■ EXERCISE: All entries that follow are to be printed exactly as written.

■ SOURCE DATA:

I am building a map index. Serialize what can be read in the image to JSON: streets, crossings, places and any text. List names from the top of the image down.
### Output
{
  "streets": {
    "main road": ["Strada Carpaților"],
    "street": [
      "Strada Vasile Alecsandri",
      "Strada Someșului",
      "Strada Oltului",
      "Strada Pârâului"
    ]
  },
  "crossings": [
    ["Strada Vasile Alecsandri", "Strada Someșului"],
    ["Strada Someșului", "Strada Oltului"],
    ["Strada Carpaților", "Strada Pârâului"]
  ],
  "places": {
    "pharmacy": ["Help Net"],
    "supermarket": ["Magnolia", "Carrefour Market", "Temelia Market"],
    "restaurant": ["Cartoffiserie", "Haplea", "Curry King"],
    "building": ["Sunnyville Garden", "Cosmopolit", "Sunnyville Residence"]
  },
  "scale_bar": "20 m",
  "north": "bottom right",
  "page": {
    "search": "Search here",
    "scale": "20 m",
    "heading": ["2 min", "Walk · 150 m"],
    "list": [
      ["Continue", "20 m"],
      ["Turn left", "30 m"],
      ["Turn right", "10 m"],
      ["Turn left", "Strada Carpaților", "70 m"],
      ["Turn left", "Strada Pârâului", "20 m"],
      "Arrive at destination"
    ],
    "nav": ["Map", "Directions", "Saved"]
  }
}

■ EXERCISE RESPONSE:
I am building a map index. Serialize what can be read in the image to JSON: streets, crossings, places and any text. List names from the top of the image down.
### Output
{
  "streets": {
    "main road": ["Strada Carpaților"],
    "street": [
      "Strada Vasile Alecsandri",
      "Strada Someșului",
      "Strada Oltului",
      "Strada Pârâului"
    ]
  },
  "crossings": [
    ["Strada Vasile Alecsandri", "Strada Someșului"],
    ["Strada Someșului", "Strada Oltului"],
    ["Strada Carpaților", "Strada Pârâului"]
  ],
  "places": {
    "pharmacy": ["Help Net"],
    "supermarket": ["Magnolia", "Carrefour Market", "Temelia Market"],
    "restaurant": ["Cartoffiserie", "Haplea", "Curry King"],
    "building": ["Sunnyville Garden", "Cosmopolit", "Sunnyville Residence"]
  },
  "scale_bar": "20 m",
  "north": "bottom right",
  "page": {
    "search": "Search here",
    "scale": "20 m",
    "heading": ["2 min", "Walk · 150 m"],
    "list": [
      ["Continue", "20 m"],
      ["Turn left", "30 m"],
      ["Turn right", "10 m"],
      ["Turn left", "Strada Carpaților", "70 m"],
      ["Turn left", "Strada Pârâului", "20 m"],
      "Arrive at destination"
    ],
    "nav": ["Map", "Directions", "Saved"]
  }
}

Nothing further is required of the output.